Data for this exercise
——

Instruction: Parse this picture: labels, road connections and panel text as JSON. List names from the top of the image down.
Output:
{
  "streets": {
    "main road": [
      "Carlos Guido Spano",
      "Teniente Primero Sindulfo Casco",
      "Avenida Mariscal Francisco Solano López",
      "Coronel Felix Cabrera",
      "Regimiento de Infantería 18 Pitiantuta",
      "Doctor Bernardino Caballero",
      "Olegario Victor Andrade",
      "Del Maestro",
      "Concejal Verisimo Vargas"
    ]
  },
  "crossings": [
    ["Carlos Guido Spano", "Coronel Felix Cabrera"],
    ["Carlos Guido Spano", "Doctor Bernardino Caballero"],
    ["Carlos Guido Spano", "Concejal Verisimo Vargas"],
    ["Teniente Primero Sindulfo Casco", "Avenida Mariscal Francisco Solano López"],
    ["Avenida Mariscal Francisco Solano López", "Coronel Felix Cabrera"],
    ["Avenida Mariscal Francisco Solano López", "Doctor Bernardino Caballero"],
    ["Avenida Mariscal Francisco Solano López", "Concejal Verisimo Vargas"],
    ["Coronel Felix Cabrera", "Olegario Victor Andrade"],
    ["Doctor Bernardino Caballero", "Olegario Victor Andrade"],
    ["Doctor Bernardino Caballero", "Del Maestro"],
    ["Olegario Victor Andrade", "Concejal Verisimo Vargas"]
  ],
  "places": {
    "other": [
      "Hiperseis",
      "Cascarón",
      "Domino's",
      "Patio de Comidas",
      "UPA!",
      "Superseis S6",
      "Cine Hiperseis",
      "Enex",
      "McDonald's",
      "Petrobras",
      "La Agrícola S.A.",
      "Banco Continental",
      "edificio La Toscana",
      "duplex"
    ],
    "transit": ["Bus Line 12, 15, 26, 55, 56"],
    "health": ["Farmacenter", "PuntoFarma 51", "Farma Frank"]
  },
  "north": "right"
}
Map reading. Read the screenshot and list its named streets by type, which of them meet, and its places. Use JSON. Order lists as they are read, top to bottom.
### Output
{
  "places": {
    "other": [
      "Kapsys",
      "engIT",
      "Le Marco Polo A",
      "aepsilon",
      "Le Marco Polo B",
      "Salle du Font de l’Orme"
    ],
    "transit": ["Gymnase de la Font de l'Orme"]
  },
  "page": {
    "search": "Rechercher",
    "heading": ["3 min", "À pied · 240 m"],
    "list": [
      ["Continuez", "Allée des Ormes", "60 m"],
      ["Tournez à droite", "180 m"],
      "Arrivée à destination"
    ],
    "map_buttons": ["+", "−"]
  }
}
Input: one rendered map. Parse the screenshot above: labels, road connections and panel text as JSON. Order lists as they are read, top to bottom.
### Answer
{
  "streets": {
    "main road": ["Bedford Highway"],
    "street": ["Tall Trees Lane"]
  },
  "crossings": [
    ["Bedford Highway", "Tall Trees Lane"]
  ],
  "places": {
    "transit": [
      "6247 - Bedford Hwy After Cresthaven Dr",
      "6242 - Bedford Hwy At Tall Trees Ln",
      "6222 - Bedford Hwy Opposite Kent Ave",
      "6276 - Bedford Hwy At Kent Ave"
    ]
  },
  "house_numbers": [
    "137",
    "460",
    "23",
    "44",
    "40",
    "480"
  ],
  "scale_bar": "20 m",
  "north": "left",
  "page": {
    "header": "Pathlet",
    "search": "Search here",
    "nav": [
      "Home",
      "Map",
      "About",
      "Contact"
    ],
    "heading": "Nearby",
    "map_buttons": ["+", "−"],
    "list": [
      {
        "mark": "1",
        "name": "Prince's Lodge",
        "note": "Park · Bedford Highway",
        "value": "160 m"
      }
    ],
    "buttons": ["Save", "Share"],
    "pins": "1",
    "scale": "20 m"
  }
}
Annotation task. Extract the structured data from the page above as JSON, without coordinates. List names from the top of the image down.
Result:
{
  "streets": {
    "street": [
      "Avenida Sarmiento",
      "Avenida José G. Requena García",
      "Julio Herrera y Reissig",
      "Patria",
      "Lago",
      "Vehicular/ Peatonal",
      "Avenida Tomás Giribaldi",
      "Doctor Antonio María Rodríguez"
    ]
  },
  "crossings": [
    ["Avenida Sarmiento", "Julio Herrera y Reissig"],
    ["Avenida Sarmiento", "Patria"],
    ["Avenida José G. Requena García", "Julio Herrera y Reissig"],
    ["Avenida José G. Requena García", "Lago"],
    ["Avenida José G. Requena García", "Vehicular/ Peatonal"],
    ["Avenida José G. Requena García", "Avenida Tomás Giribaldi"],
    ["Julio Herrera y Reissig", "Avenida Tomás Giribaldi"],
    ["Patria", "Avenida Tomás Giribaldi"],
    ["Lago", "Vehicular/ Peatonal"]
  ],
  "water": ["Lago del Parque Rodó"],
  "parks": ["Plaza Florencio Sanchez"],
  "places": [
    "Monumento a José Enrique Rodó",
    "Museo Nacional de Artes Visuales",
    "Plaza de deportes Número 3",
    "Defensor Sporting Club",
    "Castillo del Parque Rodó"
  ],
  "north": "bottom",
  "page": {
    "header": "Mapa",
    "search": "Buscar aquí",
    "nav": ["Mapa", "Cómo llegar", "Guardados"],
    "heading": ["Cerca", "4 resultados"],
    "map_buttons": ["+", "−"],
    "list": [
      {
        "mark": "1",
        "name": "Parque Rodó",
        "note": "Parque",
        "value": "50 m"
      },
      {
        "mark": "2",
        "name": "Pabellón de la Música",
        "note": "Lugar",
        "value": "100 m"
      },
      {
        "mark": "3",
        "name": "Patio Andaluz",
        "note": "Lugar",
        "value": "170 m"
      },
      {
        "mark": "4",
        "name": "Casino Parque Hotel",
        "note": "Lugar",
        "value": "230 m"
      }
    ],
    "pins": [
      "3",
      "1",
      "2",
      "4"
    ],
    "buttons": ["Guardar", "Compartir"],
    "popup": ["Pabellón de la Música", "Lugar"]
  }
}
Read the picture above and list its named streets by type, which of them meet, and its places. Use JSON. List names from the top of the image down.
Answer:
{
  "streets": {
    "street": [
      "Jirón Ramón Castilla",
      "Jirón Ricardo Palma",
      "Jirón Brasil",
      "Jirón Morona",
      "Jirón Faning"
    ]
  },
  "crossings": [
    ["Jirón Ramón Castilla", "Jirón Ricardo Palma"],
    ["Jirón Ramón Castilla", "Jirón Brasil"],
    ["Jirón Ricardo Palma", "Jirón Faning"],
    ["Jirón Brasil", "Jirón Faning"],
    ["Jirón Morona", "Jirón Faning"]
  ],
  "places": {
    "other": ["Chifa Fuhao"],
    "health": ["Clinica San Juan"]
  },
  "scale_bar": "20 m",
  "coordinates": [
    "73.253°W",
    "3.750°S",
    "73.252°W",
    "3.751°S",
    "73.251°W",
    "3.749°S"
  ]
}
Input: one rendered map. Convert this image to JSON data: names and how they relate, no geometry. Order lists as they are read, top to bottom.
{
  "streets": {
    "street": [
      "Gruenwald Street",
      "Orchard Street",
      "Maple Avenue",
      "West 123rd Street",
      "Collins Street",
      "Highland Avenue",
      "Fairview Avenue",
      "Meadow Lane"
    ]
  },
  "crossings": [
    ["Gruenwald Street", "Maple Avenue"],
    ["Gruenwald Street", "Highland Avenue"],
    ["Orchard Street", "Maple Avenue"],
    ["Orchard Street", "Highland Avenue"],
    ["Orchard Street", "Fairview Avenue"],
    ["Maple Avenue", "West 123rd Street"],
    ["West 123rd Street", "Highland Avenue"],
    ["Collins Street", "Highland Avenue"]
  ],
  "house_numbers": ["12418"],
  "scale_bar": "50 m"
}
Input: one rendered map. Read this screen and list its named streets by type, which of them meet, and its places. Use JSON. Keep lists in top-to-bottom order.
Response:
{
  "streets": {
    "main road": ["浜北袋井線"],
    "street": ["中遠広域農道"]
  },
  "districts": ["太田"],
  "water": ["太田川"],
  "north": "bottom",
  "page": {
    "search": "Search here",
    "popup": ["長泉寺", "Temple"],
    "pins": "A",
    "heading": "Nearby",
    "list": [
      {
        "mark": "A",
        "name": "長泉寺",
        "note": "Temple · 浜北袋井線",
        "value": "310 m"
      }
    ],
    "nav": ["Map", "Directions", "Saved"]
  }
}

——

How to complete this task
For the word "Tall", return every line of the records that holds it.

Response to the task
    "street": ["Tall Trees Lane"]
    ["Bedford Highway", "Tall Trees Lane"]
      "6242 - Bedford Hwy At Tall Trees Ln",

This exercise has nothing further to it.